» **PROBLEM STATEMENT**: Show all lines of the listing that hold the word "CAJAMARCA".

----- RECORDS FOR PROCESSING -----

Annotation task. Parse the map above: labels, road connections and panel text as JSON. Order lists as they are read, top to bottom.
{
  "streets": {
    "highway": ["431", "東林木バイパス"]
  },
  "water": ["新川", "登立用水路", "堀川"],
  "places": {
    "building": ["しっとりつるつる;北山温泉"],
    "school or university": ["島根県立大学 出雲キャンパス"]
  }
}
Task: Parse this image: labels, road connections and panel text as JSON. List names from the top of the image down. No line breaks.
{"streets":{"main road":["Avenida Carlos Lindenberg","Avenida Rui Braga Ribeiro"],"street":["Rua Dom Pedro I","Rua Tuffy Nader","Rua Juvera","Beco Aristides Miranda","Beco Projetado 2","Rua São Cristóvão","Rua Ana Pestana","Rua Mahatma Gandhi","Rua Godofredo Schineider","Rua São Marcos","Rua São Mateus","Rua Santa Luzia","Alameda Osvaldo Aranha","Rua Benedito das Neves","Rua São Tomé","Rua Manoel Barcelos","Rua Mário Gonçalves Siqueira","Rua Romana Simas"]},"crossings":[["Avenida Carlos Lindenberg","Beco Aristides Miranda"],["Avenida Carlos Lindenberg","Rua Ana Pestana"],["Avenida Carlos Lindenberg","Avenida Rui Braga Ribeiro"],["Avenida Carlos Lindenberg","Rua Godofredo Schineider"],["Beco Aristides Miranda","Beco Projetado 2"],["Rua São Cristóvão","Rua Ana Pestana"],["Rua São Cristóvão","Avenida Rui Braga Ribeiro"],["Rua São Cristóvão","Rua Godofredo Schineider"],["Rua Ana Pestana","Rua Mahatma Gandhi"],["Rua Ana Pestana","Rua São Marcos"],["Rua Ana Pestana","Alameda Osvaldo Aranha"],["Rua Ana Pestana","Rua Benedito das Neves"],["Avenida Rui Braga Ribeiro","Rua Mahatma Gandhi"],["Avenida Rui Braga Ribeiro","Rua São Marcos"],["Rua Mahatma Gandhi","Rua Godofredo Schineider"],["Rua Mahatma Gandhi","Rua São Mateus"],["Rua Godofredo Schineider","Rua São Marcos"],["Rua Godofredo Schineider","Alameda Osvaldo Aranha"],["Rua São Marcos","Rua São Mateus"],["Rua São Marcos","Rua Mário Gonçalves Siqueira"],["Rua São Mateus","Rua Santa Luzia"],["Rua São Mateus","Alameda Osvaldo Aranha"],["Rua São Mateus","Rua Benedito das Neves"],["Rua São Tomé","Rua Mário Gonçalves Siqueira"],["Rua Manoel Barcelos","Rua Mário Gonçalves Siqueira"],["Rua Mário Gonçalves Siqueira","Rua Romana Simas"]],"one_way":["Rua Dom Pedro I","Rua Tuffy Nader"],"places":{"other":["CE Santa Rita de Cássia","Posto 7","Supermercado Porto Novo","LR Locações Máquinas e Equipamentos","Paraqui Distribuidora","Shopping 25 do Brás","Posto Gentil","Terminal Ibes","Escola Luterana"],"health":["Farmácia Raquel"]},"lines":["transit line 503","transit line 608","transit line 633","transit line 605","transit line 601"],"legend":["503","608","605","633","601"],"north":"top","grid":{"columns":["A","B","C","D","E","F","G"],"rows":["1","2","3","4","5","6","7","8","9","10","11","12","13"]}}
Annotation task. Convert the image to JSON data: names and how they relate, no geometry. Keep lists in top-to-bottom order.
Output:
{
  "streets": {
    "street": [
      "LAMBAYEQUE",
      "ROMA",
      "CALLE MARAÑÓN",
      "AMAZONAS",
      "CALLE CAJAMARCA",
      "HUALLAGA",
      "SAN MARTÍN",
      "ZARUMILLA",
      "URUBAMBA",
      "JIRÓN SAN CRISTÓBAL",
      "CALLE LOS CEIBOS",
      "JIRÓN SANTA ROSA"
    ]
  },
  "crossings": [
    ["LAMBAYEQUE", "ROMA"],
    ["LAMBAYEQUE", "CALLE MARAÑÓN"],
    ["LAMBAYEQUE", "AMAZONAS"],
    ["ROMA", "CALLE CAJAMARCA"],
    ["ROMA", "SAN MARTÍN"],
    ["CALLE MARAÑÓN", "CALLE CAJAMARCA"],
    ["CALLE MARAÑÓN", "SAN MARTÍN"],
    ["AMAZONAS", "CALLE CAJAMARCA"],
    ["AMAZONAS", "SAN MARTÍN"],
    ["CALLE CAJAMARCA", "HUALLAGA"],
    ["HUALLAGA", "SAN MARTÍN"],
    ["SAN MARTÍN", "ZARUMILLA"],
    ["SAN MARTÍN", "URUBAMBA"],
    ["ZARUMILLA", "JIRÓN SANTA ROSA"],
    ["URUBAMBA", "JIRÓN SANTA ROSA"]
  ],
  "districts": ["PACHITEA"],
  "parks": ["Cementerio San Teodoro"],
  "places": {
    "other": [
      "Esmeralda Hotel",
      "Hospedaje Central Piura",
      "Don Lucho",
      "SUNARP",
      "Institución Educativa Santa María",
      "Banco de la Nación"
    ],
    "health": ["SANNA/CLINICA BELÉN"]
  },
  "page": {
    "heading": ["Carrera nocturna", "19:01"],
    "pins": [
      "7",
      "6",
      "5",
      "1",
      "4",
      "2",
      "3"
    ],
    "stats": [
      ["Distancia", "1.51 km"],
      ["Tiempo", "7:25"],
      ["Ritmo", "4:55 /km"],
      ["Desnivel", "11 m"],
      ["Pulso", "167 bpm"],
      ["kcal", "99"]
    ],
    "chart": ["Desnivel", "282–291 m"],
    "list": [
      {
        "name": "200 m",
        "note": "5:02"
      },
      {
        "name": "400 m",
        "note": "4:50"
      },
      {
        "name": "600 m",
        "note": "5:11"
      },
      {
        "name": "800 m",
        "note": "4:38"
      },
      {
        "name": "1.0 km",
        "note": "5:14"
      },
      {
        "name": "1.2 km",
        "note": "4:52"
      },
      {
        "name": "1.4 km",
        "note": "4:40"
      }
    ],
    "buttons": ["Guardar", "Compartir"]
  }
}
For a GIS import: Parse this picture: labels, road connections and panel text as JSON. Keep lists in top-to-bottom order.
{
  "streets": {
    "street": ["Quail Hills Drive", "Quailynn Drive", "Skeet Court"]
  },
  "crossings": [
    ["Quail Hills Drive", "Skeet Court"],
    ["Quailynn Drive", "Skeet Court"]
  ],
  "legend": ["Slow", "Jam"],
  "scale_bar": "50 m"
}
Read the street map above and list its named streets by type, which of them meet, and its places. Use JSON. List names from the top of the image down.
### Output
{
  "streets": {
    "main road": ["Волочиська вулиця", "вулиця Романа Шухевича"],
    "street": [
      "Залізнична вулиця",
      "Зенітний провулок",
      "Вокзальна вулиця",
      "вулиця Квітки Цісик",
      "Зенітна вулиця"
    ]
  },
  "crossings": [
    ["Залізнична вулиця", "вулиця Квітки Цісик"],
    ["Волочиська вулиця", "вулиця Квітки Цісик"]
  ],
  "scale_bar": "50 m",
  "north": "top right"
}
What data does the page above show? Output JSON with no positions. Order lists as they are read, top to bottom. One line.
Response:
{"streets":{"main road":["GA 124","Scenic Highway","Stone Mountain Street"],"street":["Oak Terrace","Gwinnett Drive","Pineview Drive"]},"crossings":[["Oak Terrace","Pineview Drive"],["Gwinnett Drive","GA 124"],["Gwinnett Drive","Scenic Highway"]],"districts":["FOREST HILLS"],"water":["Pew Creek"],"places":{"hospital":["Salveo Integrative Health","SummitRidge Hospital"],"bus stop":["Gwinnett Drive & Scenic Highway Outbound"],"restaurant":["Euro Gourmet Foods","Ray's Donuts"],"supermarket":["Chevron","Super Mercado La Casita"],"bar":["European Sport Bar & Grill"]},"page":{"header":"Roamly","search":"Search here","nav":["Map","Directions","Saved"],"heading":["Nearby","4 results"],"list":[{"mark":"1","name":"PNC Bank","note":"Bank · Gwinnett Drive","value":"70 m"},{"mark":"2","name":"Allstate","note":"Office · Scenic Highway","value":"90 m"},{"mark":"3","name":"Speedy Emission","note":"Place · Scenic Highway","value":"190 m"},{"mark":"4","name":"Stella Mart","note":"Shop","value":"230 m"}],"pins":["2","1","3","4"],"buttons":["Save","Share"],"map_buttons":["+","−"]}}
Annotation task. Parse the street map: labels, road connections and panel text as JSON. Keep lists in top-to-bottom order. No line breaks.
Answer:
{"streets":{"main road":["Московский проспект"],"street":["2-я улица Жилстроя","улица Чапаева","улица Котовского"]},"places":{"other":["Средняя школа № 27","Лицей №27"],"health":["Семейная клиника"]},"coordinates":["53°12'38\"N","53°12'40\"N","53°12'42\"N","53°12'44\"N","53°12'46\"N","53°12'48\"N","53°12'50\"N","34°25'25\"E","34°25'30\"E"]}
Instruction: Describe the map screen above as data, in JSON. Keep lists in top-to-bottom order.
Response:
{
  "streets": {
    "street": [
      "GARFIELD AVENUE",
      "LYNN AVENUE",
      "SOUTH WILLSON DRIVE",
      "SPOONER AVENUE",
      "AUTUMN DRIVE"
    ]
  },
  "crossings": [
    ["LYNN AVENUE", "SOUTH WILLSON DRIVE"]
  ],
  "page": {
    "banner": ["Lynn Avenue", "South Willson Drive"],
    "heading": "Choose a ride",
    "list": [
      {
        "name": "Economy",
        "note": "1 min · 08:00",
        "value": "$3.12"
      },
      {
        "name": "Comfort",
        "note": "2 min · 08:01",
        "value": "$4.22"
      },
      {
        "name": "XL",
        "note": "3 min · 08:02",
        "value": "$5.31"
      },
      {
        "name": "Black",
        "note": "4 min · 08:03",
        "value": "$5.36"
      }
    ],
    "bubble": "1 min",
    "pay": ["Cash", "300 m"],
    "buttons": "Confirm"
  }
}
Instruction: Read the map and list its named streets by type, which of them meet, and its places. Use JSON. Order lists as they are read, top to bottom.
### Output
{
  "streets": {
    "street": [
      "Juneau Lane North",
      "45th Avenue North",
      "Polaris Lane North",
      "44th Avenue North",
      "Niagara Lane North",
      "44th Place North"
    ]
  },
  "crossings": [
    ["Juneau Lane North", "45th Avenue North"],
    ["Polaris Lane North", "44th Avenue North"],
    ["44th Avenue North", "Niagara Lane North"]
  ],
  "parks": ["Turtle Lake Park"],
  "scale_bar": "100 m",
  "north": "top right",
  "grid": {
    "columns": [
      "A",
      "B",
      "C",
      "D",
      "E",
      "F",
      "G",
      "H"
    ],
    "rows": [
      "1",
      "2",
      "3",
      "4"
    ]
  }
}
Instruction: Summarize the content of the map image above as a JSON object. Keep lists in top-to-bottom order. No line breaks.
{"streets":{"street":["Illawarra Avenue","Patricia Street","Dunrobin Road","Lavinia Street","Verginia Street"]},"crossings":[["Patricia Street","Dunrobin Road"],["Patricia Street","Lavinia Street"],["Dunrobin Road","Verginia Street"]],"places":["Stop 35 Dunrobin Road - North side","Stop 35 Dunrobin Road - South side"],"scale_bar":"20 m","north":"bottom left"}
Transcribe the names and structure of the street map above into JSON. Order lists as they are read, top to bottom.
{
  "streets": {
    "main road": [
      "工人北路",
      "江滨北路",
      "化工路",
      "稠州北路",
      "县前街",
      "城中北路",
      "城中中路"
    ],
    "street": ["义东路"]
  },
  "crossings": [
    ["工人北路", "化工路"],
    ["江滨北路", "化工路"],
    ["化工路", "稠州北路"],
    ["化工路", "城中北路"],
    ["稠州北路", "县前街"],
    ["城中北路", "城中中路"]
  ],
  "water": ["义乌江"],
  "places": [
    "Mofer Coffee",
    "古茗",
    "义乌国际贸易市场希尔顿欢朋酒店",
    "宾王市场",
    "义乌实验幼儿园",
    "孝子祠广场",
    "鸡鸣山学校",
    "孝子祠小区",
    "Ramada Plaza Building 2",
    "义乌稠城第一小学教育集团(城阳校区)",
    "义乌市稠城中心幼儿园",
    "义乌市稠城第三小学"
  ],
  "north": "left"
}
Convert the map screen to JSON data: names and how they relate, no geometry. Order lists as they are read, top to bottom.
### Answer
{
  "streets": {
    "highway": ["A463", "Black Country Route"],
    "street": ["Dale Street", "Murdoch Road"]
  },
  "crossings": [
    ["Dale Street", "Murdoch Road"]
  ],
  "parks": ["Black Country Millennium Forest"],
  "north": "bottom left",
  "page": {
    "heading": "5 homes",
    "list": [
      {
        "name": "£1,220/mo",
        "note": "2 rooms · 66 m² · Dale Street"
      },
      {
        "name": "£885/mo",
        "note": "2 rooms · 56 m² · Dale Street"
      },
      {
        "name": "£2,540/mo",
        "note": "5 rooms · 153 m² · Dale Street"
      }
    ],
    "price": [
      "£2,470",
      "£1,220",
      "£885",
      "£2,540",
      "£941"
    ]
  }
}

-----

» **EXERCISE ANSWER**:
      "CALLE CAJAMARCA",
    ["ROMA", "CALLE CAJAMARCA"],
    ["CALLE MARAÑÓN", "CALLE CAJAMARCA"],
    ["AMAZONAS", "CALLE CAJAMARCA"],
    ["CALLE CAJAMARCA", "HUALLAGA"],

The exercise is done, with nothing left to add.